7. instant noodles inflight menu/instant noodles on British Airways
I’ll answer two questions in one here as they show similarities. Instant noodles aren’t on any official inflight menus, but some larger airlines carry them as extra snack on long haul flights, usually given out at night to whoever’s not asleep. Most of the time I find they serve Nissin brand chicken cup noodles. If you liked your cup, you can find this brand at most large Chinese supermarkets around the world.

8. airlinemeals 2009 klm/ food served on klm
For summer 2009, I know that KLM is offering a selection of African themed meals and South African wines on their long haul flights to promote their African destinations. I love them.
For European flights, it will just be the sometimes interesting sandwich.

9. clip business have meal
What on Earth are you talking about?

10. effect of drinking tomato juice on face
The most amusing search query that ended up on this site. This triggered me to do a little research, and this is the result:
Some people say that a mixture containing tomato juice and other natural ingredients (depending on the desired effect) will help fight acne, whiten your skin if you’ve been tanned, or just to get a general glowing look. However, my advice is to not believe it and to go to the store, beautician or doctor to help you. All tomato juice will do is make you smell rather bad and leave your face bright red. If it’s a Bloody Mary you happened to have applied, you’ll also be crying your eyes out.

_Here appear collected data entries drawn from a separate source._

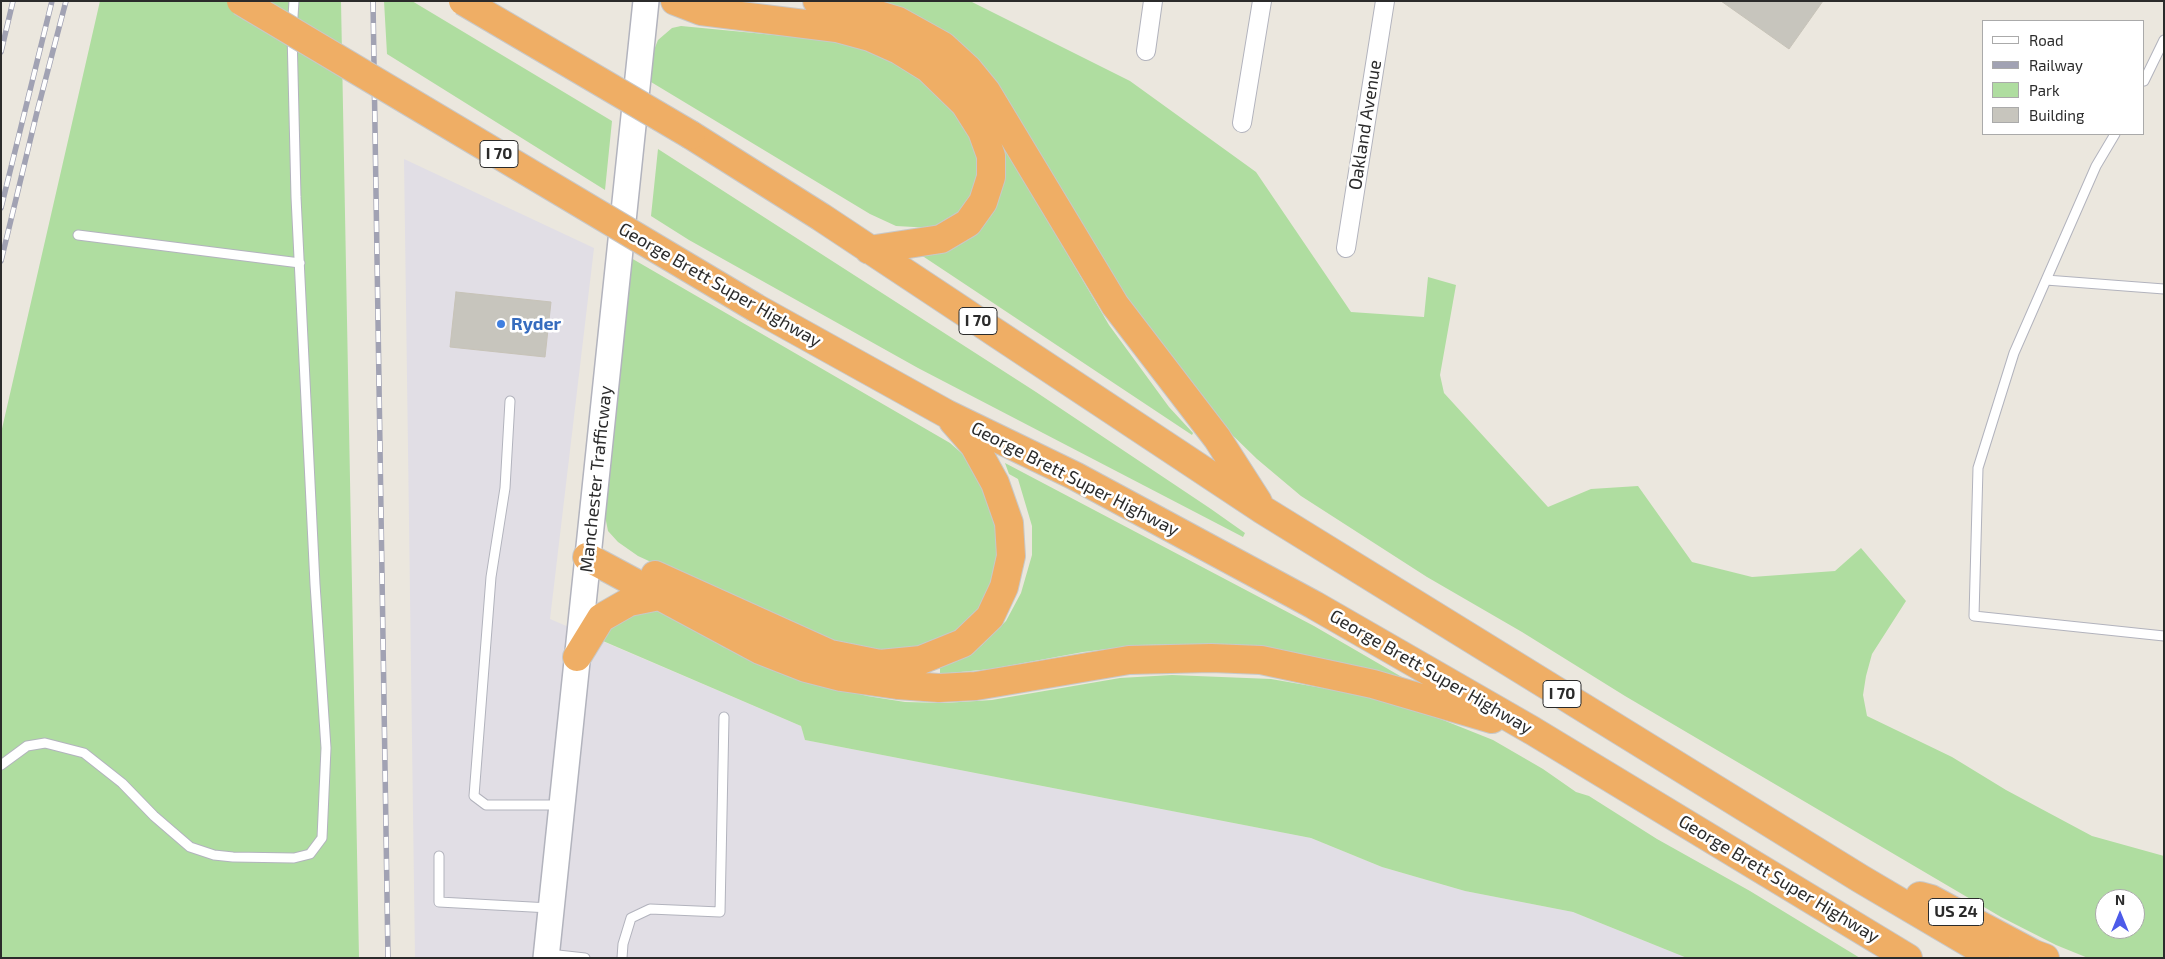 <!DOCTYPE html>
<html>
<head>
<meta charset="utf-8">
<style>
	body { margin:0 }
	#map { position:relative; width:2165px; height:959px; overflow:hidden; background:#ebe7de; font-family:"Exo 2",sans-serif }
	canvas { display:block }
	.frame { position:absolute; inset:0; border:2px solid #2b2b2b; pointer-events:none }
	.legend { position:absolute; left:1982px; top:20px; width:162px; height:115px; box-sizing:border-box; background:#fff; border:1px solid #aaa; margin:0; padding:6px 9px; list-style:none; font-size:15px; color:#2b2b2b }
	.legend li { display:flex; align-items:center; gap:10px; height:25px }
	.legend b { width:25px; border:1px solid #aaa }
	.north { position:absolute; left:2095px; top:889px; width:50px; height:50px; box-sizing:border-box; background:#fff; border:1px solid #aaa; border-radius:50%; rotate:0deg; font-size:14px; font-weight:700; line-height:20px; text-align:center; color:#2b2b2b }
	.north::after { content:''; display:block; margin:auto; width:18px; height:22px; background:#4d5be9; clip-path:polygon(50% 0,100% 100%,50% 72%,0 100%) }
</style>
</head>
<body>
<div id="map">
<canvas width="2165" height="959"></canvas>
<div class="frame"></div>
<ul class="legend">
<li><b style="height:6px;background:#fff"></b>Road</li>
<li><b style="height:6px;background:#a1a2b3"></b>Railway</li>
<li><b style="height:14px;background:#afdda0"></b>Park</li>
<li><b style="height:14px;background:#c7c5bd"></b>Building</li>
</ul>
<div class="north">N</div>
</div>
<script>
const g = document.querySelector('canvas').getContext('2d');
g.lineJoin = 'round';
function fillPath(path, color) {
  g.fillStyle = color;
  g.fill(path, 'evenodd');
}
function poly(rows) {
  const path = new Path2D();
  for (const r of rows) {
    path.moveTo(r[0], r[1]);
    for (let i = 2; i < r.length; i += 2) path.lineTo(r[i], r[i + 1]);
  }
  return path;
}
function stroke(path, color, width, dash) {
  g.strokeStyle = color;
  g.lineWidth = width;
  g.lineCap = dash ? 'butt' : 'round';
  g.setLineDash(dash || []);
  g.stroke(path);
}
function drawText(font, color, halo, rows, align = 'center') {
  g.font = font + ' "Exo 2",sans-serif';
  g.lineWidth = 5;
  g.setLineDash([]);
  g.textBaseline = 'middle';
  g.strokeStyle = halo;
  g.fillStyle = color;
  for (const [text, x, y, turn = 0] of rows) {
    g.save();
    g.translate(x, y);
    g.rotate((+turn || 0) * Math.PI / 180);
    g.textAlign = isNaN(turn) ? turn : align;
    if (halo) g.strokeText(text, 0, 0);
    g.fillText(text, 0, 0);
    g.restore();
  }
}
fillPath(poly([
	[404,159,594,248,550,619,801,726,805,740,1311,838,1382,867,1465,891,1573,912,1687,958,415,958]
]), '#e1dee5');
fillPath(poly([
	[100,1,341,1,359,958,1,958,1,433],
	[384,1,412,1,612,121,605,190,387,54],
	[880,1,970,1,1130,81,1256,172,1351,312,1424,317,1428,277,1456,285,1440,375,1444,393,1548,507,1591,489,1638,486,1692,562,1752,577,1835,571,1861,548,1906,601,1872,654,1866,676,1863,695,1867,716,1952,757,2006,790,2092,836,2164,856,2164,958,2088,958,2056,945,2001,917,1625,696,1522,632,1427,577,1301,496,1257,459,1222,425,1153,341,1091,241,1005,95,983,66],
	[2105,899,2135,899,2135,929,2105,929],
	[681,26,827,40,860,47,890,59,911,71,933,89,954,112,971,137,977,154,979,168,976,184,970,200,959,214,946,224,932,228,896,226,870,214,651,82,654,50,658,40,672,28],
	[997,134,1109,325,1169,407,1193,433,1192,435,921,255,961,243,978,229],
	[658,149,1036,392,1211,509,1245,533,1243,537,918,368,689,240,651,216],
	[631,258,950,443,975,465,1004,538,995,589,960,631,936,646,879,657,819,639,638,556,618,542,608,531,604,511],
	[1005,463,1314,626,1407,680,1256,647,1212,644,1140,645,1083,652,991,669,940,674,940,668,982,645,1006,621,1021,593,1032,555,1032,526,1018,479,1009,474],
	[653,606,684,619,723,647,770,666,819,683,867,696,905,702,944,703,992,700,1120,678,1172,675,1271,679,1380,698,1413,708,1493,740,1543,769,1576,792,1589,796,1657,839,1750,891,1860,958,1687,958,1573,912,1465,891,1382,867,1311,838,805,740,801,726,596,638,606,623]
]), '#afdda0');
const building = poly([
	[1721,1,1823,1,1789,49,1721,1],
	[456,292,551,302,545,357,450,347,456,292]
]);
fillPath(building, '#c7c5bd');
stroke(building, '#c7c3b8', 1);
const service = poly([
	[2144,81,2164,40],
	[2115,134,2096,166,2014,353,1978,468,1974,616,2164,636],
	[78,235,300,263],
	[2046,280,2164,289],
	[510,401,505,488,491,577,474,796,486,805,561,805],
	[1,765,27,746,45,743,84,753,122,783,154,816,190,847,214,855,233,857,294,858,310,854,322,838,326,748,315,584,296,197,292,32,294,1],
	[439,856,439,902,550,908],
	[549,954,585,958],
	[622,958,623,944,631,918,650,909,720,912,724,717]
]);
const minor = poly([
	[1146,51,1153,1],
	[1242,123,1262,1],
	[1346,248,1385,1]
]);
const secondary = poly([
	[546,958,646,1]
]);
const motorway = poly([
	[675,1,701,11,837,28,870,37,899,50,928,68,965,104,982,131,991,156,991,177,983,202,968,223,941,239,869,250],
	[817,1,852,7,898,21,943,46,968,69,986,91,1115,305,1217,438,1258,502],
	[691,135,821,217,1263,510,1861,879,1995,958],
	[756,308,947,414,1075,476,1314,605,1533,731,1908,958],
	[587,557,760,650,806,668,841,677,897,685,939,688,976,686,1129,660,1211,658,1261,660,1373,684,1492,719],
	[655,575,830,654,880,664,921,660,963,643,990,617,1004,587,1011,556,1009,523,995,483,974,445,953,421],
	[577,657,601,618,629,602,659,596],
	[1920,896,1931,899,2034,954,2045,958]
]);
stroke(service, '#b2b3bd', 11);
stroke(minor, '#b2b3bd', 20);
stroke(secondary, '#b2b3bd', 28);
stroke(motorway, '#c8c8c8', 30);
stroke(service, '#fff', 9);
stroke(minor, '#fff', 18);
stroke(secondary, '#fff', 25);
stroke(motorway, '#efae65', 28);
const rail = poly([
	[373,1,388,958],
	[1,52,13,1],
	[1,208,52,1],
	[1,261,37,112,66,1]
]);
stroke(rail, '#a1a2b3', 5.5);
stroke(rail, '#fff', 4, [11]);
const motorwayBridge = poly([
	[241,1,756,308],
	[463,1,691,135]
]);
stroke(motorwayBridge, '#c8c8c8', 30, []);
stroke(motorwayBridge, '#efae65', 28);
for (const [x, y, r, color] of [
	[501,324,5,"#3f7fe0"]
]) {
  const dot = new Path2D();
  dot.arc(x, y, r, 0, 2 * Math.PI);
  g.fillStyle = color;
  g.fill(dot);
  stroke(dot, '#fff', 2);
}
for (const [x, y, w] of [
	[499,154,38],
	[978,321,38],
	[1562,694,38],
	[1956,912,55]
]) {
  const box = new Path2D();
  box.roundRect(x - w / 2, y - 13.5, w, 27, 4);
  g.fillStyle = '#fff';
  g.fill(box);
  stroke(box, '#2b2b2b', 1);
}
drawText('bold 16px', '#2b2b2b', null, [
	["I 70",499,154],
	["I 70",978,321],
	["I 70",1562,694],
	["US 24",1956,912]
]);
drawText('18px', '#2b2b2b', '#fff', [
	["Oakland Avenue",1365,125,-81],
	["George Brett Super Highway",720,285,30],
	["Manchester Trafficway",596,479,-84],
	["George Brett Super Highway",1075,479,27],
	["George Brett Super Highway",1431,672,30],
	["George Brett Super Highway",1779,879,31]
]);
drawText('bold 18px', '#366cbe', '#fff', [
	["Ryder",511,324]
], 'left');
</script>
</body>
</html>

11. netherlands or dutch or holland dike or
So, it’s The Netherlands officially. Sometimes called Holland, which actually only refers to the provinces of North Holland and South Holland (Amsterdam/Rotterdam as main cities). People from other parts of the country could take offence if you mention they’re from Holland. Inhabitants are called Dutch, queen Beatrix has been on the throne since 1980, and the country depends heavily on its dykes. Yes, this spelling is usually used even though it may also refer to a lesbian. But then The Netherlands is (would like to be) an open minded country. If you’re interested, visit the Delta works in the Zeeland province – or google that instead.